Youssupha Sall è un uomo di 35 anni e la prima cosa che salta all’occhio sono la sua altezza e le larghe spalle. Vive presso Casa ex Lemayr di Bolzano, centro di prima accoglienza per persone richiedenti protezione internazionale gestito dall’Associazione Volontarius Onlus in collaborazione con la cooperativa sociale River Equipe Onlus. Nel centro, conosciuto nel settore del sociale altoatesino perché sono tanti gli ospiti che, da quando ha aperto, hanno intrapreso attività di volontariato, è il primo a ospitare le persone richiedenti asilo quando giungono a Bolzano, in attesa di trasferirsi nelle strutture di seconda accoglienza dislocate nella provincia e di dimensioni minori.
Youssupha è nato a Kaolack, una città della Casamance, territorio a sud del Senegal conosciuto per essere conteso da diverse fazioni di potere, colpito dalla corruzione e tempestato di invisibili mine antiuomo.
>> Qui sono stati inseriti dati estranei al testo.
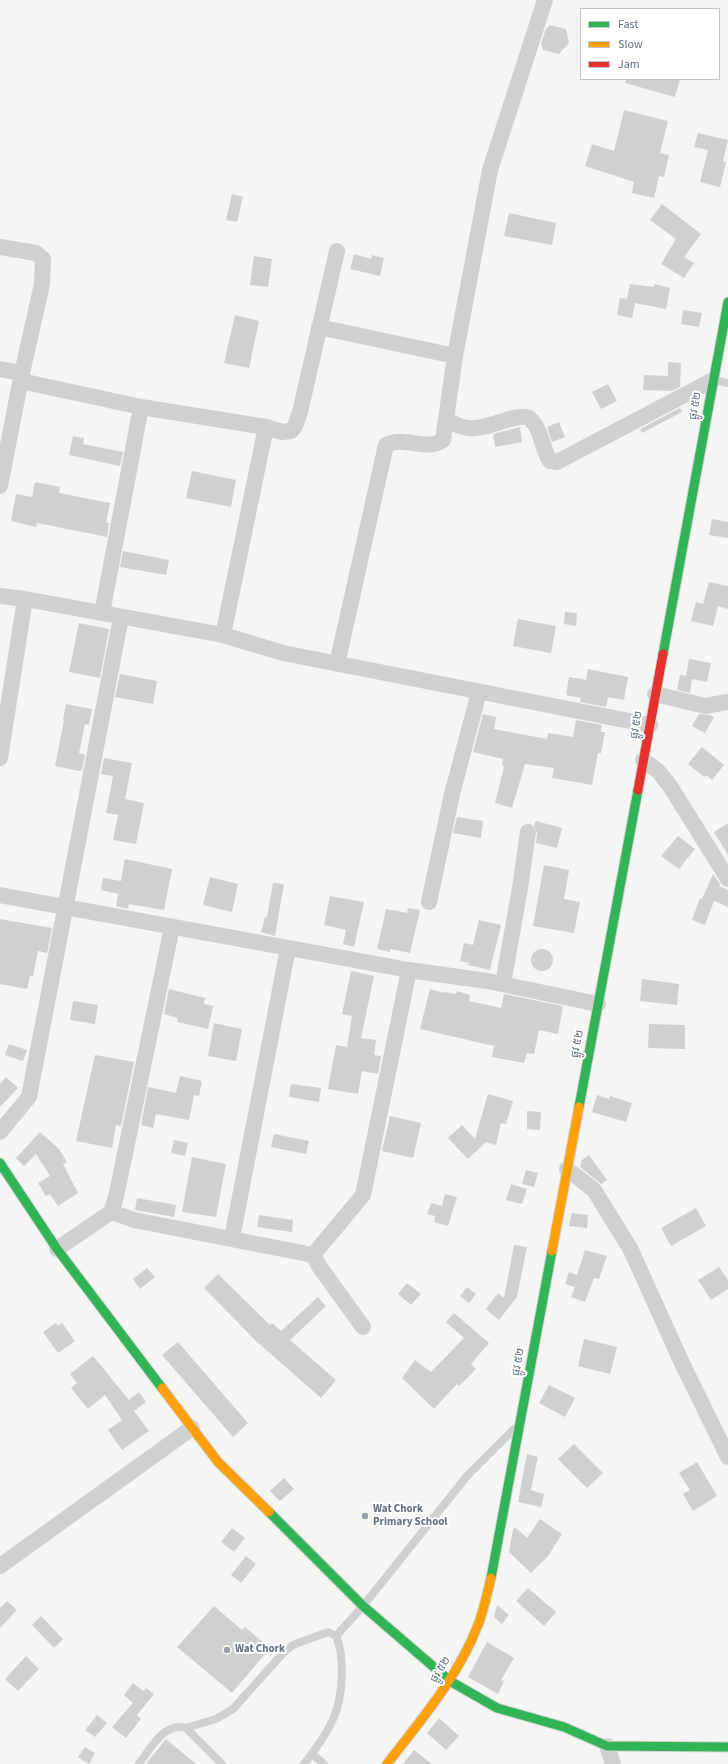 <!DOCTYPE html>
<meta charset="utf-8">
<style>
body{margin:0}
#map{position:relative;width:728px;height:1764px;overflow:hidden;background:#f5f5f3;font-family:"Source Sans 3",sans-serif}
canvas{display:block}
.legend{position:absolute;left:580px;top:8px;width:140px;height:72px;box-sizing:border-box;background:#fff;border:1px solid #c1c6ce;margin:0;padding:5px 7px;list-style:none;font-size:12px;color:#647184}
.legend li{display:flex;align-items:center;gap:8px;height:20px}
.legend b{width:20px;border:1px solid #c1c6ce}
</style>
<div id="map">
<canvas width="728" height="1764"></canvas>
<ul class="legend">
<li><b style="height:5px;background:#30b455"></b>Fast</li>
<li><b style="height:5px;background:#ff9f0a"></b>Slow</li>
<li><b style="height:5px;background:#e5322d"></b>Jam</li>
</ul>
</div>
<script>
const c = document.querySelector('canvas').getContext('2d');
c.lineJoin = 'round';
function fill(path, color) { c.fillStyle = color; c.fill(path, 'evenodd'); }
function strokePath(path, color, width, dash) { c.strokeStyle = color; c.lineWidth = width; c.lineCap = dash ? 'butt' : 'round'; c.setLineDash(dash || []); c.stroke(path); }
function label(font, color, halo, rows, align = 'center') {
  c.font = font + ' "Source Sans 3","Noto Sans Khmer",sans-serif'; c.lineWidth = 4; c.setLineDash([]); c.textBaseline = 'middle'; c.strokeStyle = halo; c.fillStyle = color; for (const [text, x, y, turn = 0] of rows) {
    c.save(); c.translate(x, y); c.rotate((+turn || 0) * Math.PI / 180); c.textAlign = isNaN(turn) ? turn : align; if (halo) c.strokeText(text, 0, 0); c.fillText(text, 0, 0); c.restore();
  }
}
const building = new Path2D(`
 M550 25 566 29 569 43 559 54 543 50 541 43 546 29Z
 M626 79H680L675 97 625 83Z
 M624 110 668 121 660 153 669 155 664 177 659 176 654 198 632 193 634 182 585 166 592 144 614 151Z
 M698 133 728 140 723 161 726 162 720 187 700 182 708 150 694 147Z
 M232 194 243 197 237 222 226 220Z
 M662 204 701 234 684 257 694 263 684 278 661 264 676 239 650 220Z
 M509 213 556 223 552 245 504 236Z
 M354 254 371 259 372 255 384 258 380 276 350 269Z
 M254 256 272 259 268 287 250 285Z
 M630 284 654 287V284L670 288 666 309 635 303 632 318 617 315 620 298 627 299Z
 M683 310 702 313 699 327 681 324Z
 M235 315 259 321 249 368 224 363Z
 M668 362 681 363 680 387 671 391 643 390 644 375 668 376Z
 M608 384 617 401 601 409 592 392Z
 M680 408 682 412 642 433 640 429Z
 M559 422 565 437 552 442 547 427Z
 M520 427 522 442 495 447 493 434Z
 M73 436 84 438 83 444 123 452 120 466 69 455Z
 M192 471 236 480 231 507 186 498Z
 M35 482 60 487 59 493 110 503 106 523H109L107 537 37 523 36 527 11 521 16 494 32 497Z
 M712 519 728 522V538L709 535Z
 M123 551 169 560 166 575 120 567Z
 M709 582 728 586V609L718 606 713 626 691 621 696 602 703 604Z
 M565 612 577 613 576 626 564 624Z
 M518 619 556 626 551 653 513 646Z
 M79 623 109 629 100 678 69 672Z
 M689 659 711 663 707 682 692 679 690 693 677 690 680 675 686 676Z
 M588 669 628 677 624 700 608 697 606 707 580 702 581 698 566 695 569 677 586 680Z
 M120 674 157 681 153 704 115 697Z
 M66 704 92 709 89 725 85 724 79 753 85 755 82 770 79 771 55 766 64 720H63Z
 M483 714 496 717 494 729 547 739 548 733 573 737 576 720 602 725 601 732H605L601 753H598L592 785 552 778 554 768 525 764 512 808 495 803 504 766 502 765 503 759 473 752Z
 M699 714 710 715 714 717 705 733 692 726Z
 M702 747 724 765 712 780 706 775 704 777 688 764Z
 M104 758 132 763 125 799 144 803 136 844 113 840 118 815 106 813 113 776 101 774Z
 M457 817 483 821 481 838 453 833Z
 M536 821 562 828 557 848 536 843 537 833 534 825Z
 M728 823V855L714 832Z
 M678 836 695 849 679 869 661 856Z
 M125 859 172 869 164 910 129 904 128 909 116 906 118 894 101 890 103 878 121 881Z
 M544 865 569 870 564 899 580 902 574 933 533 926Z
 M713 874 720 884 719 886 728 890V907L714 901 705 925 692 920 700 898 702 899Z
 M210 877 238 884 232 912 203 905Z
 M273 883 284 884 275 936 261 932 265 917H267Z
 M330 896 364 902 354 947 343 944 346 930 324 925Z
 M408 908 420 910 410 953 390 949V952L377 949 386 909 407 913Z
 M0 919 52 928 47 953 38 951 33 976H30L27 989 0 984Z
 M479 920 501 925 490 970 468 965 469 963 460 961 464 943 473 945Z
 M531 960a11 11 0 1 1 22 0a11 11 0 1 1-22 0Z
 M351 971 374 976 361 1038 376 1040 374 1055 381 1056 378 1074 362 1071 358 1094 328 1089 336 1045 347 1047 352 1016 342 1014Z
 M642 979 679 984 677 1005 640 1001Z
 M169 989 205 998 204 1004 213 1006 208 1029 177 1022 178 1018 164 1014Z
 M430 989 444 993V992L456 994 457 991 470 995 469 1001 501 1008 504 994 563 1006 558 1034 539 1030 534 1054 527 1053 524 1063 492 1057 494 1046 420 1029Z
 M73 1001 98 1005 95 1024 70 1020Z
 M214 1023 242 1029 236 1061 208 1056Z
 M649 1024 685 1025V1049L648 1048Z
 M9 1044 27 1050 23 1061 5 1055Z
 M95 1055 134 1062 121 1126 116 1125 112 1148 76 1141Z
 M180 1076 202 1081 199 1096 194 1095 189 1120 156 1114 153 1128 141 1125 148 1087 176 1093Z
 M6 1077 18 1088 0 1107V1084Z
 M291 1084 321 1088 319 1102 289 1097Z
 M488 1094 513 1101 506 1124 501 1123 496 1145 486 1142 468 1159 448 1138 462 1125 475 1139Z
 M597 1095 609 1099 610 1096 632 1103 626 1122 592 1112Z
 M527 1111 541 1112 540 1130 527 1129Z
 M390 1116 421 1123 413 1158 382 1151Z
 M40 1132 59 1149 67 1162 63 1164 78 1193 58 1206 50 1194 46 1196 38 1183 50 1176 36 1154 24 1166 16 1158Z
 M274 1134 309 1141 306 1154 271 1147Z
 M174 1140 188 1143 185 1156 171 1153Z
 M589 1155 607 1180 601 1184 580 1167 582 1160Z
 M192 1157 226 1164 216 1217 182 1212Z
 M526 1170 538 1173 534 1187 522 1184Z
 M511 1184 527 1189 522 1204 506 1200Z
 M445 1194 457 1197 448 1226 434 1222 435 1216 427 1214 431 1203 442 1206Z
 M137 1198 176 1205 174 1217 135 1210Z
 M696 1208 706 1226 671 1246 661 1228Z
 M572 1213 588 1215 587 1228 569 1226Z
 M259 1215 293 1220 292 1232 257 1227Z
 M514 1245 527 1247 517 1297 499 1320 486 1309 498 1293 504 1298Z
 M585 1250 607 1256 599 1279 594 1278 585 1302 571 1297 575 1287 565 1284 569 1272 577 1275Z
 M719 1267 728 1280V1289L711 1300 698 1280Z
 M147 1268 155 1277 140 1289 133 1279Z
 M218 1274 270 1325 272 1323 281 1331 318 1297 326 1306 290 1340 336 1380 321 1398 256 1341 204 1288Z
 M407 1283 421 1294 411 1305 398 1294Z
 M467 1287 476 1294 469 1303 460 1296Z
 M454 1313 489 1343 471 1364 476 1369 459 1386 457 1384 434 1409 402 1378 415 1360 431 1372 464 1338 446 1322Z
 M56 1323 58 1326 62 1323 75 1341 58 1353 43 1332Z
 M584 1339 617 1347 610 1374 578 1366Z
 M178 1342 248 1423 233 1437 162 1355Z
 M93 1356 129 1400 139 1392 146 1402 134 1411 149 1431 122 1450 108 1430 122 1420 105 1395 88 1409 71 1388 77 1383 70 1374Z
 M549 1385 575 1398 565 1417 539 1403Z
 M574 1444 603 1473 587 1488 558 1459Z
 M527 1454 538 1457 531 1490 544 1494 541 1507 518 1502Z
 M697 1462 717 1496 693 1511 683 1494 690 1490 679 1473Z
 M284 1478 294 1489 280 1501 270 1491Z
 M540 1519 562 1534 548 1556 531 1573 509 1552 513 1529 515 1527 527 1538Z
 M232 1528 245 1538 234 1552 221 1542Z
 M246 1556 256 1564 241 1583 231 1575Z
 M528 1588 556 1612 544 1626 516 1601Z
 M7 1601 17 1610 0 1628V1608Z
 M497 1605 509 1615 502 1624 494 1617Z
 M214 1606 242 1630 245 1627 270 1648 232 1693 177 1647Z
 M41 1616 63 1639 54 1648 32 1625Z
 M487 1642 514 1658 501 1680 504 1681 498 1694 468 1677Z
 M26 1656 39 1669 18 1691 5 1679Z
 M133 1683 143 1691 146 1688 154 1694 137 1715 141 1719 126 1738 112 1727 133 1703 124 1695Z
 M97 1715 107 1723 95 1737 85 1730Z
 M439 1718 459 1736 446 1750 427 1733Z
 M166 1739 196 1764H146Z
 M85 1747 95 1753 89 1764 78 1757Z
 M414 1750 432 1764H403Z`);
const lane = new Path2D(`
 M714 380 728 383
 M336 1636 363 1606 467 1476 514 1429
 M186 1728 216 1719 233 1709 284 1652 293 1645 328 1632 336 1636C345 1656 343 1696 334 1717 327 1734 315 1750 304 1764
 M312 1754 324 1764
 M139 1764C150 1749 165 1721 186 1728L222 1764`);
const street = new Path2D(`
 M0 247 36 253 43 259 42 284 22 373 0 486
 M319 327 455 356 490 170 545 0
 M0 369 22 373
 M21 381 141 407 266 427 282 432 291 431 295 426 300 412 337 251
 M446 420C453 423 461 428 469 428 488 430 514 414 526 417 529 417 531 420 533 422 541 430 543 451 550 461L557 462 713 380
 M0 596 25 599 223 635 283 653 650 725
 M102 613 141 407
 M223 635 266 427
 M337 664 386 445C404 435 426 452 443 440L455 356
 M655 694 705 706 728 702
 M0 758 25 599
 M643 760 658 771 670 786 728 879
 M0 895 409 970 487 981 598 1004
 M429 902 452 794 479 692
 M503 984 520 888 528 832
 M0 1132 29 1097 121 617
 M567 1169 594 1190 631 1250 681 1361 728 1457
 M111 1212 134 1220 313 1255
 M232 1238 288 948
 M57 1249 111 1212 116 1197 172 927
 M313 1255 363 1195 409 970
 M313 1255 319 1266 363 1327
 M0 1566 192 1428
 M607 1746 613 1764`);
const fast = new Path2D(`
 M663 654 728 302
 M579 1107 638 790
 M0 1163 57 1249 162 1388
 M269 1512 363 1606 450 1681 497 1708 564 1727 607 1746 728 1747
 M491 1578 552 1251`);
const slow = new Path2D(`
 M552 1251 579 1107
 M162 1388 218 1462 269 1512
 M387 1764C421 1720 458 1677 478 1625 484 1610 487 1594 491 1578`);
const jam = new Path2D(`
 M638 790 663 654`);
const markers = [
 [365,1516,4,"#979fab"],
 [227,1650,4,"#979fab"]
];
const streetNames = [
 ["ផ្លូវ ៥២",696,406,-80],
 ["ផ្លូវ ៥២",637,725,-80],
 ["ផ្លូវ ៥២",578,1044,-79],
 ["ផ្លូវ ៥២",519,1362,-80],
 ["ផ្លូវ ៥២",441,1670,-59]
];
const poiNames = [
 ["Wat Chork",373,1510],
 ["Primary School",373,1523],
 ["Wat Chork",235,1650]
];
fill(building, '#cfd0d0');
strokePath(fast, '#d0d2d2', 11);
strokePath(slow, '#d0d2d2', 11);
strokePath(jam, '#d0d2d2', 11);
strokePath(lane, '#cfd0d0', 8);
strokePath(street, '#cfd0d0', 16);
strokePath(fast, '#30b455', 9);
strokePath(slow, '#ff9f0a', 9);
strokePath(jam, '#e5322d', 9);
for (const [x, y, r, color] of markers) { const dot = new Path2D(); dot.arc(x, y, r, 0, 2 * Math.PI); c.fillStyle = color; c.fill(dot); strokePath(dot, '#fff', 1.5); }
label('11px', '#647184', '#fff', streetNames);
label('bold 11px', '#647184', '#fff', poiNames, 'left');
</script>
Youssupha ha studiato le lingue, lavorato nelle telecomunicazioni e come riparatore di computer e cellulari. «Sono sposato e ho tre bambini, la più piccola ha otto mesi ed è nata mentre ero a Tripoli». È arrivato in Italia con il fratello Omar, che è sordomuto e cieco all’occhio sinistro. «Abbiamo lo stesso padre ma non le stesse madri e da quando è morto nostro padre sono iniziati dei problemi nelle nostre famiglie» racconta «Se siamo venuti qua però, è perché Omar non sente e non parla e cominciava a non vedere più anche dall’occhio destro». Omar, a causa delle sue difficoltà, non è mai andato a scuola e ha lavorato un po’ come falegname e come muratore. I due fratelli comunicano attraverso i gesti: «Siamo cresciuti insieme, ogni giorno impariamo qualcosa».
Youssupha: «Se siamo venuti qua, è perché mio fratello Omar non sente e non parla e cominciava a non vedere più anche dall’occhio destro»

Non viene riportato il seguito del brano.